A tragic fate befalls animals living in Hwange National Park in Zimbabwe. The severe drought caused a decrease in groundwater, from which water for watering holes is drawn. Ecologists report that several dozen elephants died.
No river flows through Hwange National Park in western Zimbabwe, so the animals living there must rely only on ponds from which water is drawn to waterholes in the ground. However, the drought led to lower groundwater levels. Currently, it is not possible to obtain water to fill over 100 watering holes.
The population of elephants in the local park reaches 45,000, and an adult individual drinks 200 liters of water a day.

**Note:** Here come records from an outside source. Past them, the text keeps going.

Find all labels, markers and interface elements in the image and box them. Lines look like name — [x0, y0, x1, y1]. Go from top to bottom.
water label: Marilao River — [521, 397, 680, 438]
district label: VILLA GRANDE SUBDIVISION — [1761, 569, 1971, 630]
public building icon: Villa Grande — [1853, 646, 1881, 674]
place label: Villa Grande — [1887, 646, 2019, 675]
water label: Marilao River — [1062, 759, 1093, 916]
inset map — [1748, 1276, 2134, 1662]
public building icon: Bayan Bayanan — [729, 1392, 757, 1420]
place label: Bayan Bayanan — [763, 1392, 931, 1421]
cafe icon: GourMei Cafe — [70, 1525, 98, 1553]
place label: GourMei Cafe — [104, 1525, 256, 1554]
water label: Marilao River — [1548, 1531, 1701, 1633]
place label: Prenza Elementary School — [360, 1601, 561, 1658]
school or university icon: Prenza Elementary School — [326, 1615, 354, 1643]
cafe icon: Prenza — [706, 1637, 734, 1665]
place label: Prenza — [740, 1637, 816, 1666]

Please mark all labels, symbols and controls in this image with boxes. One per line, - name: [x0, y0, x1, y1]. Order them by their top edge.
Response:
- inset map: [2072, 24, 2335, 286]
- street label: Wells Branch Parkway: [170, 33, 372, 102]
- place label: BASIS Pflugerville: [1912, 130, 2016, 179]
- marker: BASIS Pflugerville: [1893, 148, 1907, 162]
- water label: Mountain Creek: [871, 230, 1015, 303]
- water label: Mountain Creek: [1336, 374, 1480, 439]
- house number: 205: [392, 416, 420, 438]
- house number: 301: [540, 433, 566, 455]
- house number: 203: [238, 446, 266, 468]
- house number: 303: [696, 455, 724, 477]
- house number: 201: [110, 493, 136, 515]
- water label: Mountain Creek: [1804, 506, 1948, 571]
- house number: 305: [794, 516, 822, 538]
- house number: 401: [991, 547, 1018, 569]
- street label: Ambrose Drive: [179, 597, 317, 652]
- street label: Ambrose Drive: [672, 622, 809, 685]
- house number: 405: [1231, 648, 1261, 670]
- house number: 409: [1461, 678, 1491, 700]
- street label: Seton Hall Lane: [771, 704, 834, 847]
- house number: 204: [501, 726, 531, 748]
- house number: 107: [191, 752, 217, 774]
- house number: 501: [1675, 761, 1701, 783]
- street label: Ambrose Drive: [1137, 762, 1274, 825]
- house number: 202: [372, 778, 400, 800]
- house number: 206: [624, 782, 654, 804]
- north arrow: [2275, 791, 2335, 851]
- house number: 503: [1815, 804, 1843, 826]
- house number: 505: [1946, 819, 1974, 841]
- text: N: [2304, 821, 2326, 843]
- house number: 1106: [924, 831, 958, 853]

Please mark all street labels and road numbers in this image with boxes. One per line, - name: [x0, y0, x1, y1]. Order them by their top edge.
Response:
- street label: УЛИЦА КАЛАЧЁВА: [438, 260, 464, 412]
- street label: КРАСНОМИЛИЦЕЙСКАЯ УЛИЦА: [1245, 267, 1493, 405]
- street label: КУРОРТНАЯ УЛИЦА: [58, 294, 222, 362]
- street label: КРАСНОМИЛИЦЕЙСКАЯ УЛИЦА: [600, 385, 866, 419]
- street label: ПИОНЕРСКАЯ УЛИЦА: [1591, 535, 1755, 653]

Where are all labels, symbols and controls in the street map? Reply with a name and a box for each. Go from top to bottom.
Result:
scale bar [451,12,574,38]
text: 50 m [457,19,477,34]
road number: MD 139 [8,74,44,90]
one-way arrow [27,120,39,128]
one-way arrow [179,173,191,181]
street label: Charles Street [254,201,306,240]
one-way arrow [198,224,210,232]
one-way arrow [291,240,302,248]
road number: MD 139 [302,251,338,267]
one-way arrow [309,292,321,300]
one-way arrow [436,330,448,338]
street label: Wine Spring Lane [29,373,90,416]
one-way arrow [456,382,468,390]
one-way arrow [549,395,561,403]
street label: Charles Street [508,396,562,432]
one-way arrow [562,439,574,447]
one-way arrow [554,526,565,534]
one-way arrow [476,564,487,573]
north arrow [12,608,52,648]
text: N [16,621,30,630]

Dead elephants at waterholes
Dozens of dead animals can be seen near waterholes, others died in the bush, becoming food for scavengers – described Reuters. Conservationists fear even more elephants will die.
As emphasized by the chief ecologist of Hwange National Park, Daphine Madhlamoto, animals are forced to travel long distances in search of water, and several herds of elephants have crossed into neighboring Botswana.
There is less rain
“We have experienced the effects of climate change in the park,” Madhlamoto said. She noted that recent rainfall has been lower than usual.
The rainy season in Zimbabwe runs from November to March, but this year the rain was rare and short. Meteorologists predict that the drought will continue for the next months.